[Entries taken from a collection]

----------------------------------------

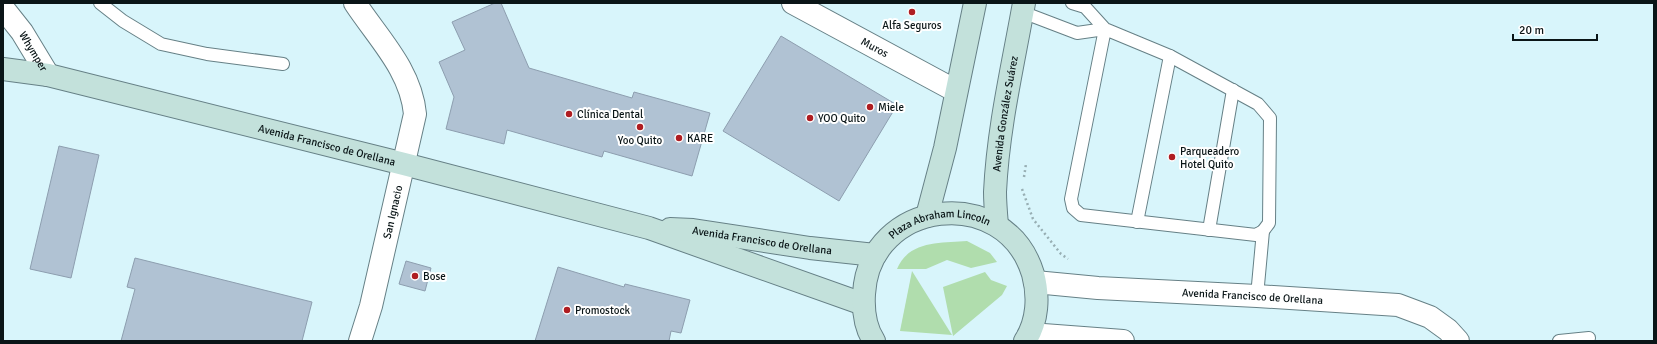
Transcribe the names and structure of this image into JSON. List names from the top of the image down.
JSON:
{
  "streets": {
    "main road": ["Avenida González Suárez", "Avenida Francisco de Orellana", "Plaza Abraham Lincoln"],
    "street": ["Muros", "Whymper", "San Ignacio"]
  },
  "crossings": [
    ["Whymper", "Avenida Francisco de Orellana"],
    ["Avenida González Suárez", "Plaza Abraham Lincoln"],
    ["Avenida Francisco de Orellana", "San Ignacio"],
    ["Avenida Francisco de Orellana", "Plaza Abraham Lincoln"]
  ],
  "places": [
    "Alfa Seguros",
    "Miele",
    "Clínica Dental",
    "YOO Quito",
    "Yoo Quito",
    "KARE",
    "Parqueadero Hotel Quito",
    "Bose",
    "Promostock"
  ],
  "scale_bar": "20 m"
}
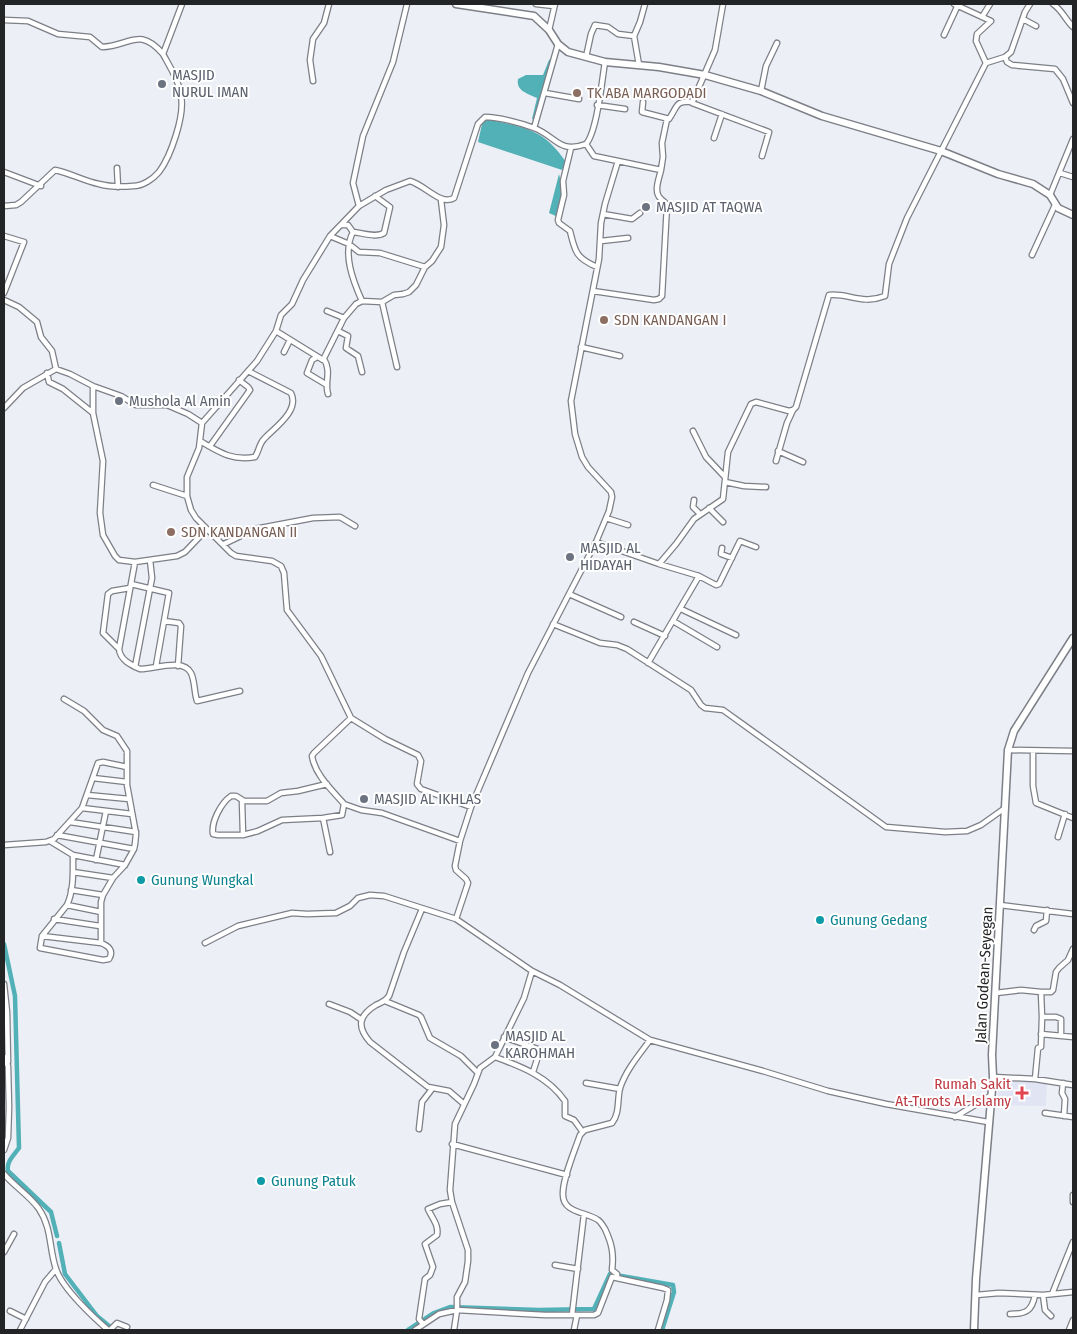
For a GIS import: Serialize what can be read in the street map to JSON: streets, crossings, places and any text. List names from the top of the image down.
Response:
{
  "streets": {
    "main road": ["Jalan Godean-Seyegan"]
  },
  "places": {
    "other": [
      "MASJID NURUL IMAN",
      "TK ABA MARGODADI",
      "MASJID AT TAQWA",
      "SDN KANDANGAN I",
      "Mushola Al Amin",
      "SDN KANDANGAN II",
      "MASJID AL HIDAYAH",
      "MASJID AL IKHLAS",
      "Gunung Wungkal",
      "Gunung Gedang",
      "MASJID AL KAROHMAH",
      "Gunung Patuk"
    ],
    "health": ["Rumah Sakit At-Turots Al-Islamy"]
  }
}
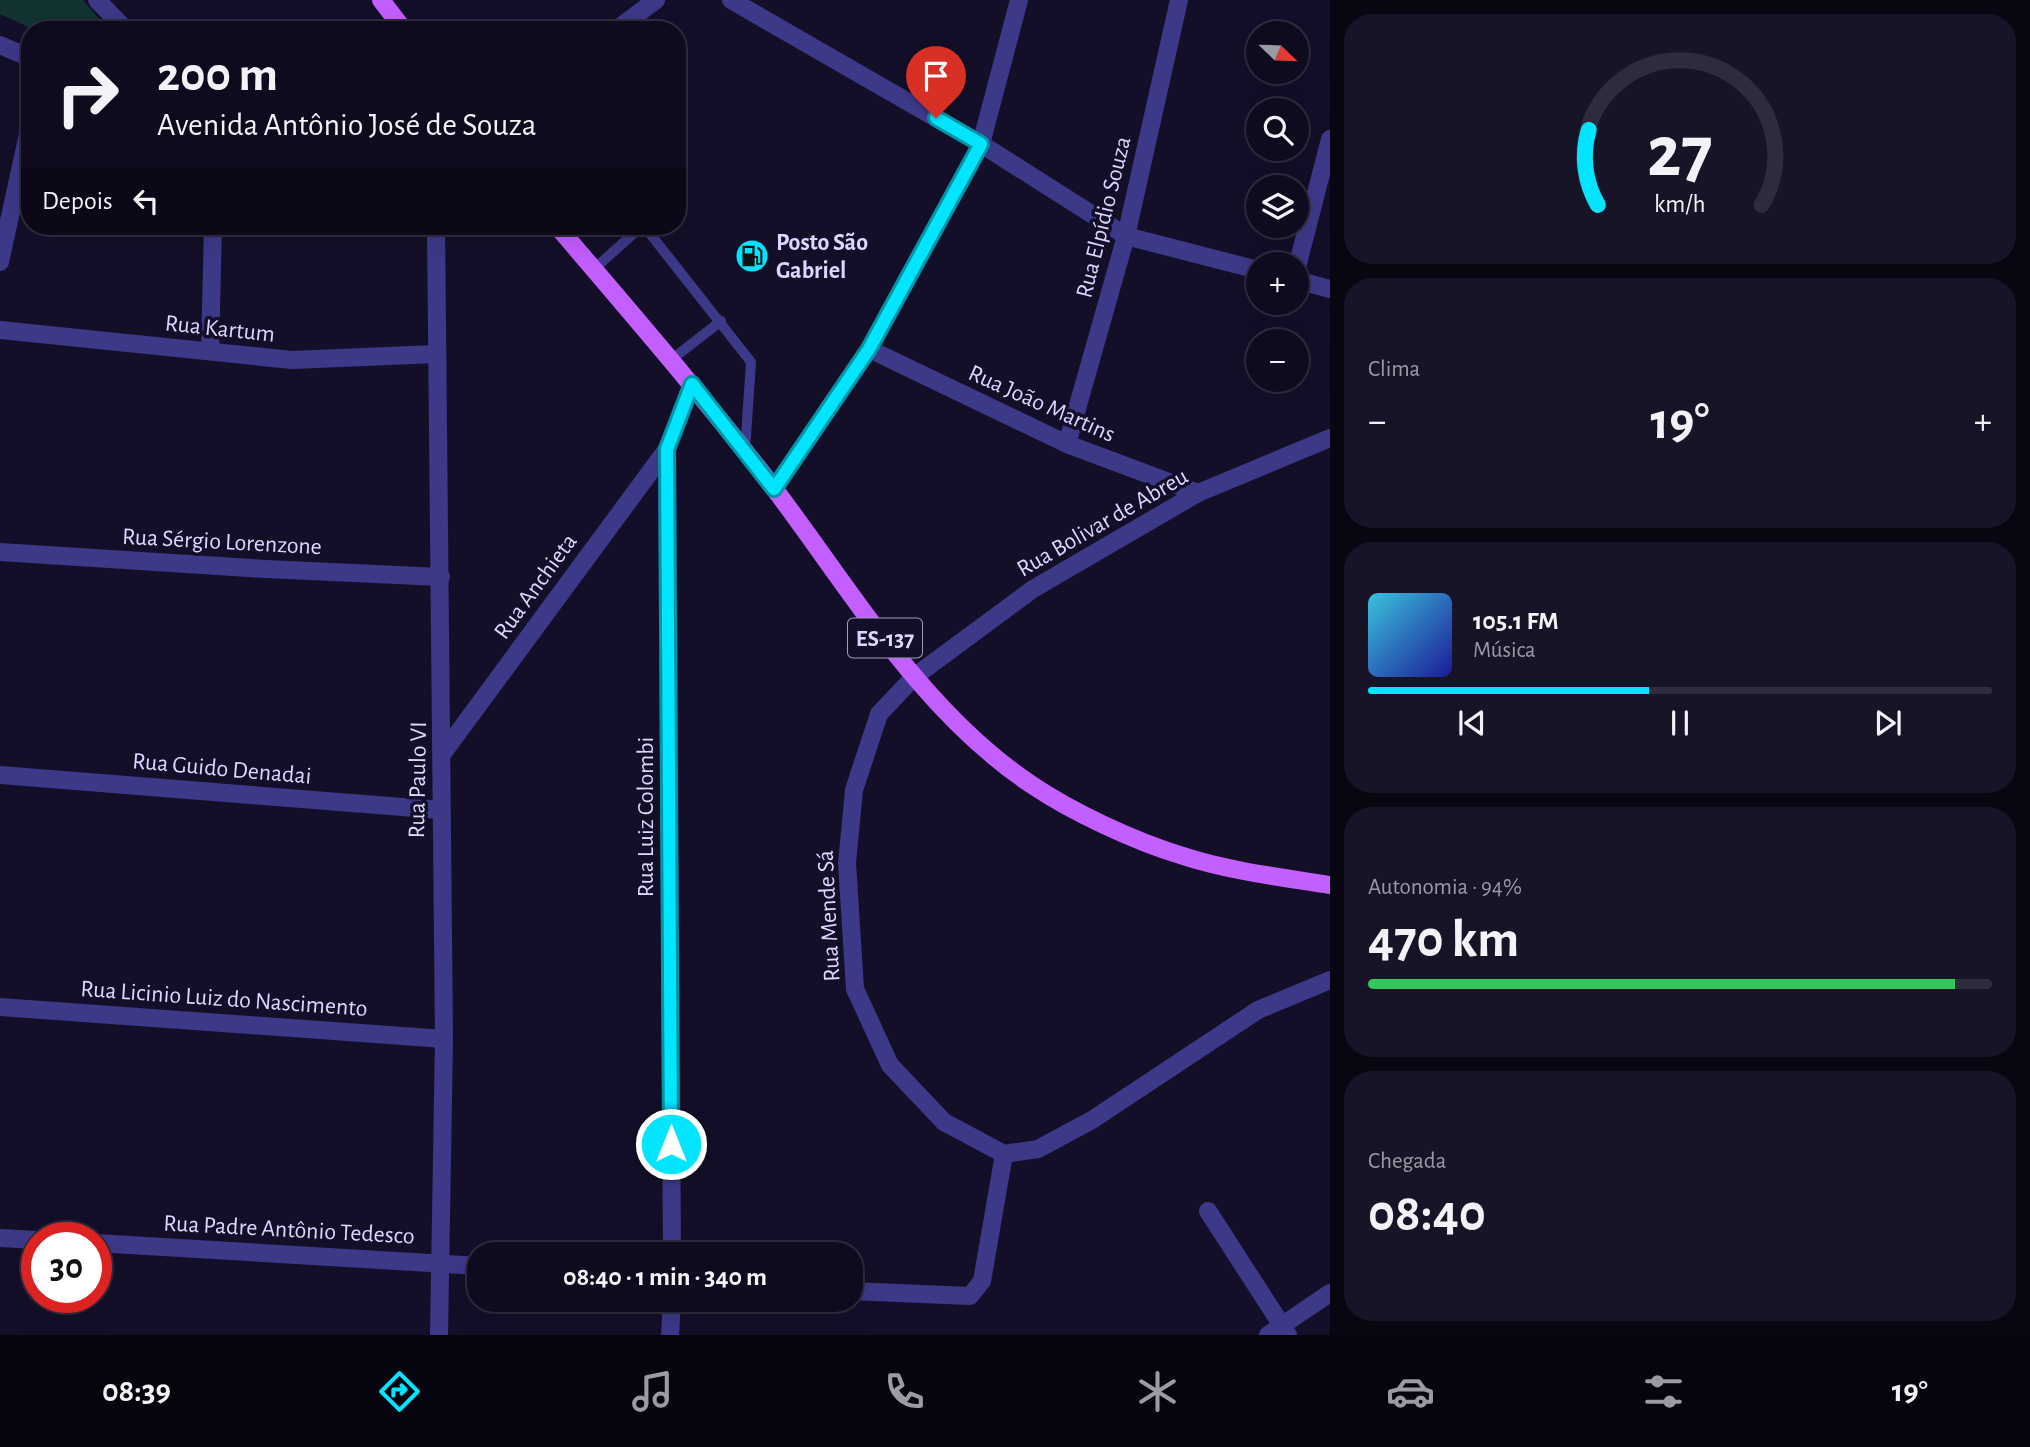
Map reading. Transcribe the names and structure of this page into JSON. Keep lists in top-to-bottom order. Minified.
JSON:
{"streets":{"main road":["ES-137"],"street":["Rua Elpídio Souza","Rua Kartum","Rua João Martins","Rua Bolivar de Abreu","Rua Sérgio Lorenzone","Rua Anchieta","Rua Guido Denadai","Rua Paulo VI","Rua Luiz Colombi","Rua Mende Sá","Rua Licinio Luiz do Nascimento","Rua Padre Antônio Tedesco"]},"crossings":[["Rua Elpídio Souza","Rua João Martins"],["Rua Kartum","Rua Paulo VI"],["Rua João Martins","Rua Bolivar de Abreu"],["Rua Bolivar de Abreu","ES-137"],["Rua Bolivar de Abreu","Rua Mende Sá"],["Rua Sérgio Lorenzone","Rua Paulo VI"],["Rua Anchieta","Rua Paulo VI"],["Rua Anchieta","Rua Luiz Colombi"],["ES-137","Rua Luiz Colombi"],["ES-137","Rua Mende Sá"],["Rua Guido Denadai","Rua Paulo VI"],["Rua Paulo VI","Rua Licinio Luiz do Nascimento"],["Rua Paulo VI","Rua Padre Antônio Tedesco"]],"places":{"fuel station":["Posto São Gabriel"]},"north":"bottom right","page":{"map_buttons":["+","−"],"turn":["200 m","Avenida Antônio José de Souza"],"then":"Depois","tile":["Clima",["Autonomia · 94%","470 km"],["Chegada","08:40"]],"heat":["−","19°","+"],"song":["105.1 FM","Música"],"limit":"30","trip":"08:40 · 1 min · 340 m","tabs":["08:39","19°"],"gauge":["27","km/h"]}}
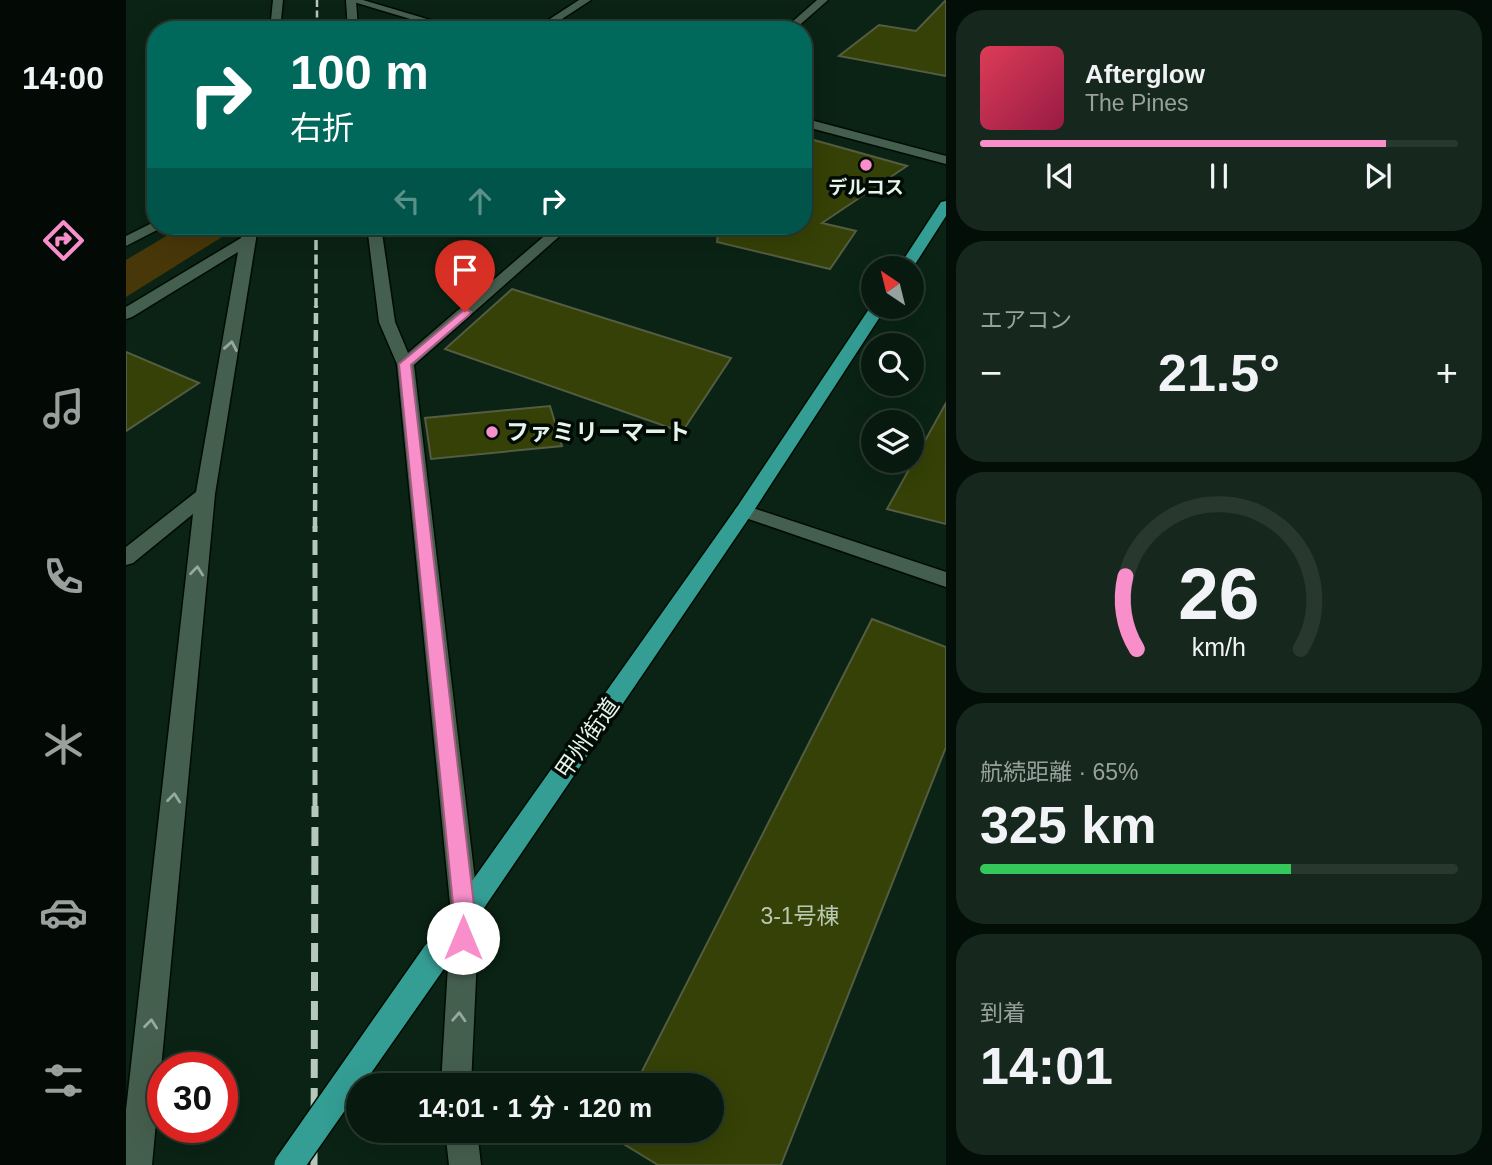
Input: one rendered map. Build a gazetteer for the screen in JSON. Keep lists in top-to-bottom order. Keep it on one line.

----------------------------------------

Using the entries above, repeat exactly the lines from the one with "For a GIS import: Serialize" to the one with "Map reading. Transcribe", both included, and leave the pictures behind.

Output of the exercise:
For a GIS import: Serialize what can be read in the street map to JSON: streets, crossings, places and any text. List names from the top of the image down.
Response:
{
  "streets": {
    "main road": ["Jalan Godean-Seyegan"]
  },
  "places": {
    "other": [
      "MASJID NURUL IMAN",
      "TK ABA MARGODADI",
      "MASJID AT TAQWA",
      "SDN KANDANGAN I",
      "Mushola Al Amin",
      "SDN KANDANGAN II",
      "MASJID AL HIDAYAH",
      "MASJID AL IKHLAS",
      "Gunung Wungkal",
      "Gunung Gedang",
      "MASJID AL KAROHMAH",
      "Gunung Patuk"
    ],
    "health": ["Rumah Sakit At-Turots Al-Islamy"]
  }
}
Map reading. Transcribe the names and structure of this page into JSON. Keep lists in top-to-bottom order. Minified.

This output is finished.